The names Traditional/Dominican/Authentic Bachata are attempts by congress organizers to distinguish this style of dance from the westernized counterparts (that I'll get to in a moment). However, in the congress world, workshops with these names rarely resemble what's happening on the island. Many (thankfully not all) workshops with these names have become fusions of Modern Bachata and Dominican flavor, often taking all the possible decorations from the island and producing a style almost exclusively relying on these decorations. Sometimes it's almost completely Salsa footwork to Bachata music. I will not name names, but I'll let you do more research on your own, maybe visit the island if you're able, or just follow Dominicans living on the island on social media to learn to see the difference.
Okay, okay, so what's Modern Bachata? Modern Bachata is the dance that was created when social dancers in westernized countries/areas like the US, Australia, and Europe began to have greater access to Bachata music (thanks to the booming success of Aventura in the early 2000s) but did not have much access to the dance or to Dominicans. These dancers admit to have used the little they learned from Dominicans (step step step break) and what they already knew of Salsa and other dances to create basically something brand new. They continued to call this dance Bachata, even though it did not resemble the dancing in DR very much. Hallmarks of this style are using 1 or 2 basic steps (side to side and maybe forward-and-back) and adding a lot of turns, spins, hammerlocks, redirections, and dips to create the intrigue. The hip movement also starts to change with a focus on taking wider steps. Most dance classes unfortunately labeled as "Bachata" are actually Modern Bachata or a mixture of this style and the next one I will describe. (This is what I first learned when I started dancing Bachata. It was fun!)
Sensual Bachata is a style of dance that was created by a single couple in Spain, Korke and Judith. This dance is based entirely off of Modern Bachata, but with the addition of "sensualized" torso isolations in the form of body rolls, body waves, and other upper body isolations, as well as tricks to form this style. The focus of this dance is on the hips-up. While it has a lot of similarities to Brazilian Zouk (another fusion dance), Judith and Korke deny having known about Brazilian Zouk at the time they created Sensual Bachata. B-zoukers openly doubt and criticize this.
When it comes to music, yes, some people do try to label music as "Traditional" vs. "Modern" but rarely are these labels used with any consistency. Sometimes they mean it by decade (i.e. the music from the 90s = traditional and 2000s and up = modern), sometimes they mean it for music composed in the original evolutionary strand vs. the music influenced by R&B that started with Aventura, but most of the time I hear people use these terms really to denote the difference between Bachata music that uses live musicians and instruments vs. DJ-produced music.
Musicians and Dominicans will tell you there's only 3 categories: (1) Bachata, music originally composed to be Bachata, (2) covers, music originally composed as another genre that a Bachata musician re-composed and produced as Bachata, and (3) remixes, music originally composed as another genre that had some basic Bachata rhythms added later.

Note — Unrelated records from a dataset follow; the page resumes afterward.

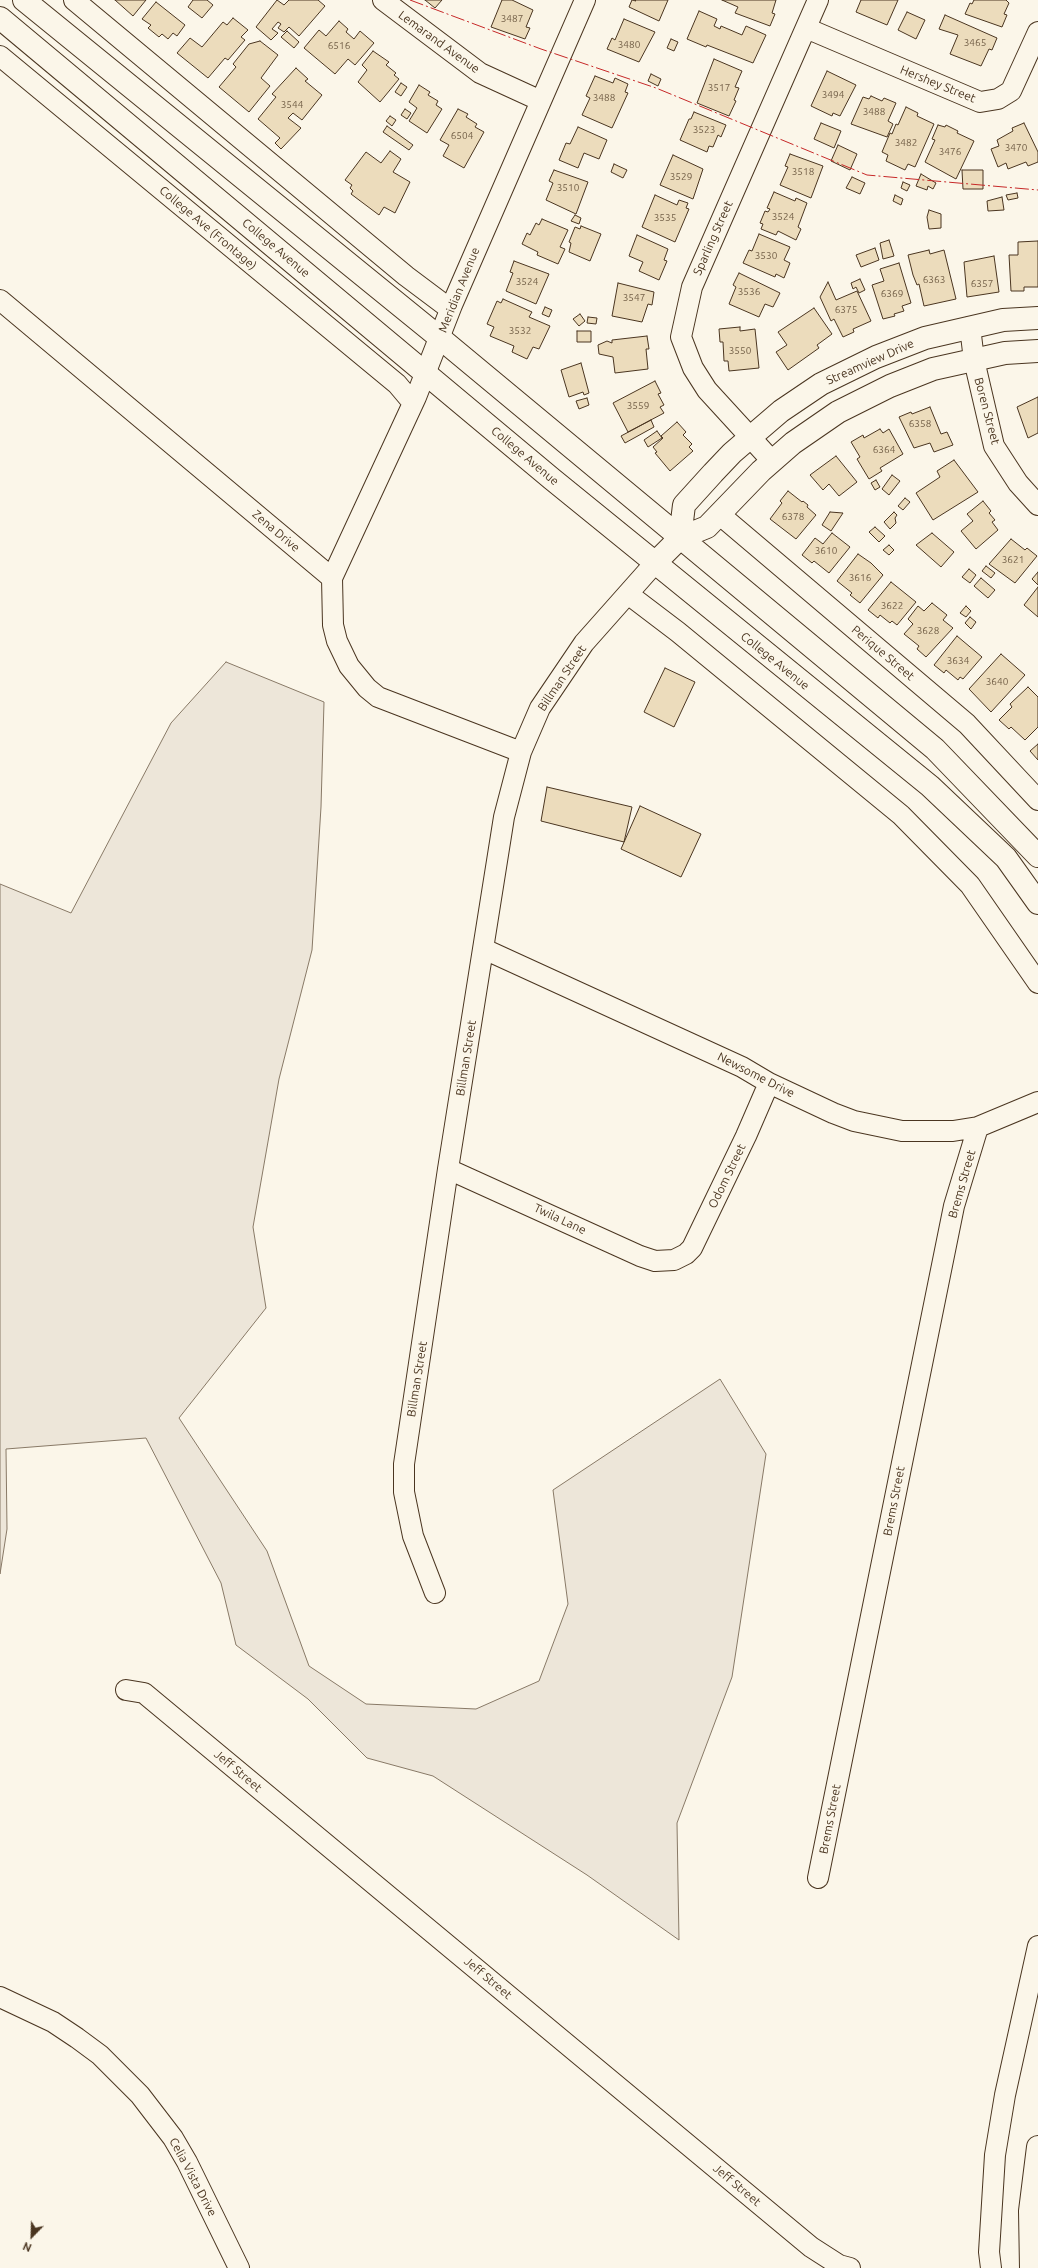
<!DOCTYPE html>
<html>
<head>
<meta charset="utf-8">
<style>
  body { margin:0 }
  #map { position:relative; width:1038px; height:2268px; overflow:hidden; background:#fbf6e9; font-family:Ubuntu,sans-serif }
  canvas { display:block }
  .north { position:absolute; left:12px; top:2216px; width:40px; height:40px; -webkit-text-stroke:3px #fbf6e9; paint-order:stroke; rotate:203deg; font-size:11px; font-weight:700; line-height:16px; text-align:center; color:#4a3520 }
  .north::after { content:''; display:block; margin:auto; width:14px; height:18px; background:#4a3520; clip-path:polygon(50% 0,100% 100%,50% 72%,0 100%) }
</style>
</head>
<body>
<div id="map">
<canvas width="1038" height="2268"></canvas>
<div class="north">N</div>
</div>
<script>
const context = document.querySelector('canvas').getContext('2d');
context.lineJoin = 'round';
function fill(path, color) { context.fillStyle = color; context.fill(path, 'evenodd'); }
const shape = rows => new Path2D(rows.map(r => 'M' + r).join(''));
function strokePath(path, color, width, dash) { context.strokeStyle = color; context.lineWidth = width; context.lineCap = dash ? 'butt' : 'round'; context.setLineDash(dash || []); context.stroke(path); }
function write(font, color, halo, rows, align = 'center') {
  context.font = font + ' Ubuntu,sans-serif'; context.lineWidth = 3; context.setLineDash([]); context.textBaseline = 'middle'; context.strokeStyle = halo; context.fillStyle = color; for (const [text, x, y, turn = 0] of rows) {
    context.save(); context.translate(x, y); context.rotate((+turn || 0) * Math.PI / 180); context.textAlign = isNaN(turn) ? turn : align; if (halo) context.strokeText(text, 0, 0); context.fillText(text, 0, 0); context.restore();
  }
}
const green = shape([
  [226,662,324,702,321,807,312,950,279,1079,253,1227,266,1308,179,1418,267,1551,309,1666,366,1704,476,1709,539,1681,568,1604,553,1490,720,1379,766,1454,732,1677,677,1823,679,1940,587,1875,433,1776,367,1758,308,1699,236,1645,221,1583,146,1438,6,1449,7,1529,0,1574,0,884,71,913,171,723,226,662]
]);
fill(green, '#ede6d9');
strokePath(green, '#887966', 1);
const building = shape([
  [115,0,146,0,133,16,115,0],
  [193,0,207,0,213,5,202,18,188,7,193,0],
  [277,0,284,5,289,0,318,0,325,6,299,36,289,27,284,32,278,28,281,24,278,22,272,29,278,33,271,40,256,27,277,0],
  [425,0,442,0,435,8,425,0],
  [502,0,512,0,533,10,526,27,530,28,525,39,491,27,502,0],
  [632,0,636,1,635,0,668,0,659,21,629,7,632,0],
  [722,0,776,0,772,13,775,14,770,26,735,13,738,7,722,0],
  [861,0,898,0,887,25,856,12,861,0],
  [974,0,1006,0,1009,3,1004,14,1007,15,1002,27,965,14,970,3,972,4,974,0],
  [156,2,185,25,177,36,173,33,168,39,162,34,159,37,148,28,151,25,142,19,156,2],
  [699,11,717,19,714,26,720,29,721,26,742,35,746,26,766,35,753,63,707,45,706,47,687,39,699,11],
  [907,12,925,20,916,39,898,30,907,12],
  [945,15,997,38,992,50,989,49,981,66,950,54,958,35,939,29,945,15],
  [233,18,248,30,241,37,245,40,228,60,225,58,208,78,177,53,190,38,202,47,223,22,227,25,233,18],
  [624,19,655,32,639,62,607,49,612,38,615,40,624,19],
  [339,21,348,29,346,32,354,39,360,31,374,43,355,65,348,59,335,74,304,48,319,30,326,36,339,21],
  [287,31,299,42,294,48,281,37,287,31],
  [671,39,678,42,674,51,667,48,671,39],
  [260,41,278,55,261,78,270,86,249,112,219,87,236,67,233,64,249,44,260,41],
  [373,51,389,62,386,65,396,73,394,75,399,79,380,102,358,82,367,70,362,65,373,51],
  [714,59,742,71,735,87,739,88,734,100,736,101,729,116,697,103,714,59],
  [296,68,308,79,305,81,322,95,302,120,293,113,288,118,301,128,281,149,275,143,280,138,258,119,276,97,272,94,296,68],
  [827,71,856,85,840,116,833,113,832,116,811,106,827,71],
  [651,74,661,79,658,86,648,81,651,74],
  [595,76,613,83,615,78,628,84,625,92,628,93,612,128,582,115,590,98,586,96,595,76],
  [401,83,407,87,401,96,395,92,401,83],
  [419,85,430,92,428,95,438,101,436,105,442,109,427,133,409,121,417,108,409,102,419,85],
  [871,96,882,101,884,98,896,103,888,121,893,124,887,137,851,124,863,97,869,99,871,96],
  [906,107,918,113,917,116,934,124,915,167,908,164,905,170,886,161,888,155,882,152,890,133,892,134,896,124,898,125,906,107],
  [405,109,411,113,407,119,401,115,405,109],
  [458,109,468,114,466,117,477,124,475,127,484,132,464,168,443,156,449,145,440,140,458,109],
  [694,112,726,125,721,137,718,135,713,147,709,146,707,152,680,140,689,119,691,119,694,112],
  [390,116,396,120,392,126,386,121,390,116],
  [821,123,841,131,834,148,814,139,821,123],
  [1024,123,1038,152,1038,162,1028,166,1026,162,1008,169,1006,163,998,167,991,149,999,146,997,140,1013,131,1012,128,1024,123],
  [938,125,945,127,946,125,958,131,957,133,974,141,956,179,925,162,935,140,932,139,938,125],
  [387,126,413,145,409,150,383,132,387,126],
  [578,127,607,140,599,159,584,153,578,168,559,160,566,143,570,144,578,127],
  [838,145,857,154,850,170,831,161,838,145],
  [390,151,401,159,393,172,410,182,395,213,384,207,379,215,351,194,353,191,350,188,352,185,345,180,366,152,381,163,390,151],
  [790,154,823,166,811,198,780,185,788,167,785,166,790,154],
  [673,155,703,169,693,199,660,185,673,155],
  [614,164,627,170,623,178,611,172,614,164],
  [554,170,588,182,576,214,546,200,553,183,549,181,554,170],
  [962,170,983,170,983,189,963,189,962,170],
  [921,174,936,183,933,189,928,186,927,190,916,186,921,174],
  [852,177,865,183,860,194,846,188,852,177],
  [903,182,910,185,907,191,901,188,903,182],
  [774,192,795,201,796,198,807,203,798,227,801,229,796,240,778,231,776,235,761,229,763,224,760,223,765,211,768,212,770,209,767,208,774,192],
  [1017,193,1018,198,1008,200,1006,195,1017,193],
  [655,195,677,205,679,200,688,203,686,208,689,209,675,242,642,227,655,195],
  [895,195,903,199,901,205,893,201,895,195],
  [1002,197,1004,210,988,211,987,201,1002,197],
  [929,210,941,214,941,228,929,229,927,217,929,210],
  [575,215,581,218,579,224,571,221,575,215],
  [542,219,568,230,560,247,565,249,558,264,537,255,538,252,522,244,527,233,530,235,536,223,539,225,542,219],
  [581,226,601,234,590,261,569,252,571,243,569,242,575,227,580,229,581,226],
  [759,234,790,247,784,260,790,263,784,278,776,274,775,277,743,263,749,250,752,251,759,234],
  [637,235,668,249,664,260,667,261,659,280,639,271,643,262,629,256,637,235],
  [889,240,894,256,883,259,880,243,889,240],
  [1038,241,1038,287,1024,287,1024,291,1011,291,1009,255,1018,255,1018,242,1038,241],
  [875,248,879,260,861,267,856,255,875,248],
  [929,250,930,254,944,250,956,299,924,306,919,284,917,285,913,275,908,255,929,250],
  [994,256,999,292,967,297,964,262,994,256],
  [514,261,549,274,536,304,506,291,513,273,510,272,514,261],
  [899,263,911,303,902,306,904,311,894,314,895,316,883,319,872,285,884,281,880,269,899,263],
  [739,273,780,293,773,307,765,304,759,317,729,304,736,287,733,285,739,273],
  [860,279,865,290,859,293,856,287,853,289,851,283,860,279],
  [828,282,836,300,857,291,871,321,853,329,854,332,843,337,834,319,831,321,820,297,828,282],
  [618,283,654,292,652,305,648,304,642,322,612,316,618,283],
  [503,299,532,312,529,317,550,326,539,349,533,347,527,359,512,352,514,346,490,336,494,327,487,324,497,301,501,303,503,299],
  [545,307,552,310,549,317,542,314,545,307],
  [814,308,832,334,817,345,819,348,788,370,776,352,787,345,778,332,814,308],
  [580,314,585,321,579,326,573,319,580,314],
  [588,317,597,318,596,324,587,323,588,317],
  [740,327,740,331,755,329,759,368,729,371,728,361,724,361,723,342,720,342,719,329,740,327],
  [577,331,591,331,591,342,577,342,577,331],
  [647,336,649,349,646,349,648,369,615,373,613,357,599,354,598,345,607,341,612,343,612,340,647,336],
  [581,363,589,393,584,395,583,392,569,397,561,370,581,363],
  [655,381,661,393,658,394,664,405,660,407,664,413,628,432,613,403,655,381],
  [1038,397,1038,433,1028,438,1017,407,1038,397],
  [587,398,589,405,579,409,576,401,587,398],
  [930,407,941,434,947,432,953,445,934,452,930,443,914,448,899,417,911,412,912,414,930,407],
  [651,420,654,427,625,443,621,436,651,420],
  [677,422,686,432,683,435,692,444,689,447,693,451,670,471,655,453,657,452,653,447,663,438,661,436,677,422],
  [880,429,883,433,889,429,903,454,880,468,882,471,869,479,857,459,860,457,851,442,863,435,864,438,880,429],
  [657,431,662,438,648,447,644,440,657,431],
  [836,456,857,482,839,496,829,484,823,490,810,475,836,456],
  [954,460,978,492,933,520,916,493,940,477,937,471,954,460],
  [892,475,900,481,889,495,882,489,892,475],
  [876,480,880,487,875,490,871,483,876,480],
  [788,491,802,502,803,501,808,505,807,507,816,515,796,539,770,519,782,503,780,501,788,491],
  [905,498,910,502,903,510,898,506,905,498],
  [983,501,991,511,989,513,995,520,992,522,998,530,976,549,961,531,973,521,967,514,983,501],
  [830,512,843,513,831,531,822,525,830,512],
  [894,512,897,515,895,518,896,523,890,529,884,522,894,512],
  [875,527,885,536,879,542,869,532,875,527],
  [832,533,850,547,829,573,814,561,812,563,802,555,815,538,823,544,832,533],
  [932,533,954,552,941,567,916,545,932,533],
  [1011,539,1025,550,1027,548,1037,556,1015,583,989,564,1011,539],
  [889,545,894,550,889,555,883,550,889,545],
  [858,554,871,563,883,575,860,603,850,595,852,593,837,581,858,554],
  [986,566,995,573,991,578,982,571,986,566],
  [969,569,976,575,970,583,962,577,969,569],
  [1038,572,1038,585,1032,579,1038,572],
  [981,578,995,590,988,598,974,586,981,578],
  [891,582,916,602,897,625,892,621,890,623,880,615,878,618,868,610,891,582],
  [1038,587,1038,617,1024,605,1038,587],
  [932,603,947,615,943,620,953,628,926,657,917,649,919,646,904,634,913,624,908,619,918,606,924,611,932,603],
  [966,606,971,611,966,617,960,613,966,606],
  [970,617,976,622,971,629,965,623,970,617],
  [957,636,982,657,963,679,960,677,958,680,946,670,944,673,934,665,957,636],
  [1001,654,1025,675,991,712,969,689,1001,654],
  [665,668,695,682,674,727,644,712,665,668],
  [1028,687,1038,697,1038,727,1025,740,1011,727,1009,729,999,720,1012,707,1010,704,1028,687],
  [1038,744,1038,760,1030,751,1038,744],
  [547,787,632,807,624,842,541,821,547,787],
  [640,806,701,834,681,877,621,849,640,806]
]);
fill(building, '#ecdcbc');
strokePath(building, '#4a3520', 1);
const minor = shape([
  [74,0,406,276,450,309],
  [383,0,480,73,541,101],
  [806,28,980,102,998,99,1011,91,1038,32],
  [0,56,397,384,413,403],
  [0,300,332,578,333,625,337,641,349,666,367,688,378,697,521,752],
  [970,327,974,360,994,446,1018,483,1038,505],
  [772,461,707,390,693,368,681,337,692,287,818,0],
  [719,514,967,724,1038,800],
  [332,578,416,397,452,305,585,0],
  [628,594,678,632,901,815,970,885,1038,983],
  [484,949,742,1067,769,1083,833,1113,854,1121,902,1131,953,1131,978,1127,1038,1102],
  [448,1169,640,1256,655,1261,674,1260,686,1254,692,1248,746,1136,769,1083],
  [435,1593,413,1536,404,1492,404,1464,448,1169,504,817,521,752,540,708,584,643,655,563],
  [126,1690,144,1693,811,2247,839,2265,850,2268],
  [818,1878,954,1206,978,1127],
  [0,1997,53,2022,77,2038,100,2055,140,2095,173,2138,187,2162,239,2268],
  [991,2268,989,2252,995,2155,1005,2095,1038,1946]
]);
const major = shape([
  [24,0,440,338,935,749,1038,856],
  [0,18,552,479,930,786,1006,858,1038,903],
  [680,538,684,505,713,473,732,453,781,411,821,384,876,357,925,338,1003,320,1038,318],
  [655,563,680,538,707,527,761,471,793,443,838,412,890,386,933,369,1005,353,1038,351],
  [1031,2268,1030,2211,1038,2147]
]);
strokePath(minor, '#4a3520', 22);
strokePath(major, '#4a3520', 24);
strokePath(minor, '#fbf6e9', 20);
strokePath(major, '#fbf6e9', 22);
strokePath(shape([
  [410,0,541,49,656,88,867,175,1038,190]
]), '#c62828', 1, [14, 3, 2, 3]);
write('10px', '#725f47', null, [
  ["3487",512,19],
  ["3465",975,43],
  ["3480",629,45],
  ["6516",339,46],
  ["3517",719,88],
  ["3494",833,95],
  ["3488",604,98],
  ["3544",292,105],
  ["3488",874,112],
  ["3523",704,130],
  ["6504",462,136],
  ["3482",906,143],
  ["3470",1016,148],
  ["3476",950,152],
  ["3518",803,172],
  ["3529",681,177],
  ["3510",568,188],
  ["3524",783,217],
  ["3535",665,218],
  ["3530",766,256],
  ["6363",934,280],
  ["3524",527,282],
  ["6357",982,284],
  ["3536",749,292],
  ["6369",892,294],
  ["3547",634,298],
  ["6375",846,310],
  ["3532",520,331],
  ["3550",740,351],
  ["3559",638,406],
  ["6358",920,424],
  ["6364",884,450],
  ["6378",793,517],
  ["3610",826,551],
  ["3621",1013,560],
  ["3616",860,578],
  ["3622",892,606],
  ["3628",928,631],
  ["3634",958,661],
  ["3640",997,682]
]);
write('12px', '#4a3520', '#fbf6e9', [
  ["Lemarand Avenue",439,42,36],
  ["Hershey Street",938,84,22],
  ["College Ave (Frontage)",208,228,40],
  ["Sparling Street",713,238,-66],
  ["College Avenue",276,248,40],
  ["Meridian Avenue",459,290,-68],
  ["Streamview Drive",870,362,-24],
  ["Boren Street",987,411,75],
  ["College Avenue",525,456,40],
  ["Zena Drive",276,531,40],
  ["Perique Street",883,653,40],
  ["College Avenue",775,661,39],
  ["Billman Street",562,678,-56],
  ["Billman Street",466,1058,-81],
  ["Newsome Drive",756,1075,27],
  ["Odom Street",727,1176,-64],
  ["Brems Street",962,1184,-74],
  ["Twila Lane",560,1219,25],
  ["Billman Street",417,1379,-81],
  ["Brems Street",894,1501,-79],
  ["Jeff Street",238,1771,40],
  ["Brems Street",830,1819,-79],
  ["Jeff Street",488,1978,40],
  ["Celia Vista Drive",193,2177,62],
  ["Jeff Street",737,2185,40]
]);
</script>
</body>
</html>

Remember, it's appropriation to let an outside culture take a cultural art form and be the one to carry the torch of "modernization." The dance and the music are still evolving just fine within their native culture.
Resources: I have a lot of sources that provide this information in the Bachata Library on my website: www.fortheloveofbachata.com/library
*PLEASE DO NOT DISPARAGE ANY STYLE IN THE COMMENTS* This is an educational post for new dancers trying to understand what they're seeing and not meant to be an outlet for anyone's drama. I will delete any comments that disparage a style.